Initiative Foods worked with TricorBraun to develop a custom cup for its private-label products that offers differentiation, e-commerce compatibility, and convenience for on-the-go consumers.
In dealing with its staff of 150 people, now literally out of work overnight, along with its customers, who had just as unexpectedly lost their product supplier, Initiative showed transparency and integrity. “In a press conference the next morning, we gathered all the employees for a meeting in front of the burn site, and he [John Ypma] noted that we were going to go through this trial together, so he would take care of them and our customers,” says James Ypma. This was a promise he kept.
When mapping out the new business, John Ypma seized upon an opportunity the company had just begun exploring before the fire hit: a switch from glass jars—formerly its bread and butter—to plastic containers, which involved the design of a custom package, along with equipment engineered to handle the new container.
The road from devastation to a new, state-of-the-art plant involved collaboration and support from the community, customers, other co-man/co-pack companies, and equipment and packaging suppliers, as well as an abundance of resolve and hard work by its staff.
Entrepreneur sees potential in organic baby food
Initiative Foods was formed in 2002, when John Ypma bought a former 200,000-sq-ft baby food plant that was no longer in use in Sanger. At that point in his career, John Ypma was working for Gerber and saw the potential to strike out on his own with a private-label business providing organic baby food offerings—a niche category at the time. Sanger provided a perfect site for sourcing ingredients. Located in California’s Central Valley, it offers easy access to crops such as squash, pears, sweet potatoes, carrots, and other fruits and vegetables. Washington apples are also easily sourced.
“It was very easy to get high-grade, fresh products to process, as opposed to using a purée or an IQF [individually quick frozen] ingredient,” says James Ypma. “So we were able to bring a lot of these advantages to the marketplace.”
When John Ypma began the business, Initiative packaged products in glass jars. In 2011, it began offering flexible pouches as well. At the time of the fire, it was producing 150,000 units per day of glass jars over one shift and 150,000 units of flexible pouches over two shifts. It had also just started dabbling in plastic containers.
A disaster, but not one without miracles
As James Ypma shares, the fire that destroyed most of Initiative’s business could have been a lot worse. It began around 2:35 a.m. on a Sunday morning, just minutes after the employees had left the facility. In fact, it was first reported by some employees who had stopped at a nearby gas station and saw the blaze. James Ypma says he got the call that the building was on fire at 2:45 that morning. The only person on-site at the time was a security guard, who escaped unscathed.
Seventy-five first responders battled the six-alarm fire, which ultimately was the largest in Sanger’s history. But luckily, despite the fear that the fire would spread to nearby buildings, firefighters were able to contain it.
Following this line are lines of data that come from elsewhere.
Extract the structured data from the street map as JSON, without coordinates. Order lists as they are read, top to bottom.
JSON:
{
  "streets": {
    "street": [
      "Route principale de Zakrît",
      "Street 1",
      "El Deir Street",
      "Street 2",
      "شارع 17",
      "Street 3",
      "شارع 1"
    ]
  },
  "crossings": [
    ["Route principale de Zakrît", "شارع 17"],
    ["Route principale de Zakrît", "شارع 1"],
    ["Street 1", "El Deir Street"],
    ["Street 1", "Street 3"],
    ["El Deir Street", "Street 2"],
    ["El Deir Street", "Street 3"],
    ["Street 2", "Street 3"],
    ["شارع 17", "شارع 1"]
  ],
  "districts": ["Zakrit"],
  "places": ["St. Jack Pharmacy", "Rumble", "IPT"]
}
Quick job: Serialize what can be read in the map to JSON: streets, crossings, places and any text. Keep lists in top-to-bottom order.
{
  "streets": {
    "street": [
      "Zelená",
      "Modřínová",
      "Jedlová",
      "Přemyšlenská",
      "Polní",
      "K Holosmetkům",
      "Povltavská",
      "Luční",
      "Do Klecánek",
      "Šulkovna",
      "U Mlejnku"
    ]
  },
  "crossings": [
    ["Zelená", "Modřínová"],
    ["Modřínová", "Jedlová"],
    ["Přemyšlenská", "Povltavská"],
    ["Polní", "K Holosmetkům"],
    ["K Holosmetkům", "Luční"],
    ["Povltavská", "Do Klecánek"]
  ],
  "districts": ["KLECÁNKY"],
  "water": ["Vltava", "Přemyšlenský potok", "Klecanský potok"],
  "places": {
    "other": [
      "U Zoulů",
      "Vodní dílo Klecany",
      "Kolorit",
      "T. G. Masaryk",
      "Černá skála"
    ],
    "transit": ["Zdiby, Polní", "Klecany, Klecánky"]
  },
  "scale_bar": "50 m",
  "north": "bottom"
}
Another miracle was that some of the hazardous equipment and materials inside the plant didn’t ignite. “We had propane tanks, we had a diesel tank, we had all sorts of typical plant items that become hazardous in that situation, but none of them were affected,” says James Ypma.
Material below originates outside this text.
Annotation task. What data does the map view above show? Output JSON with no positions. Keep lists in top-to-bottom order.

Following the fire, the community rallied around Initiative and its employees. The day after the fire, John Ypma’s wife, Jan, put out the word via local radio that Initiative would be holding a reverse job fair at its off-site warehouse. Forty companies signed on, ultimately hiring a number of Initiative employees on either a full- or part-time basis. In addition, a GoFundMe page set up by John Ypma’s daughters, Carolyn and Meredith, to help employees financially raised $60,000. “It was just a few weeks before school started, so it was a tough time for everyone,” says James Ypma. “We were able to give each family around $600 for school supplies and general use while they got going on their new jobs.”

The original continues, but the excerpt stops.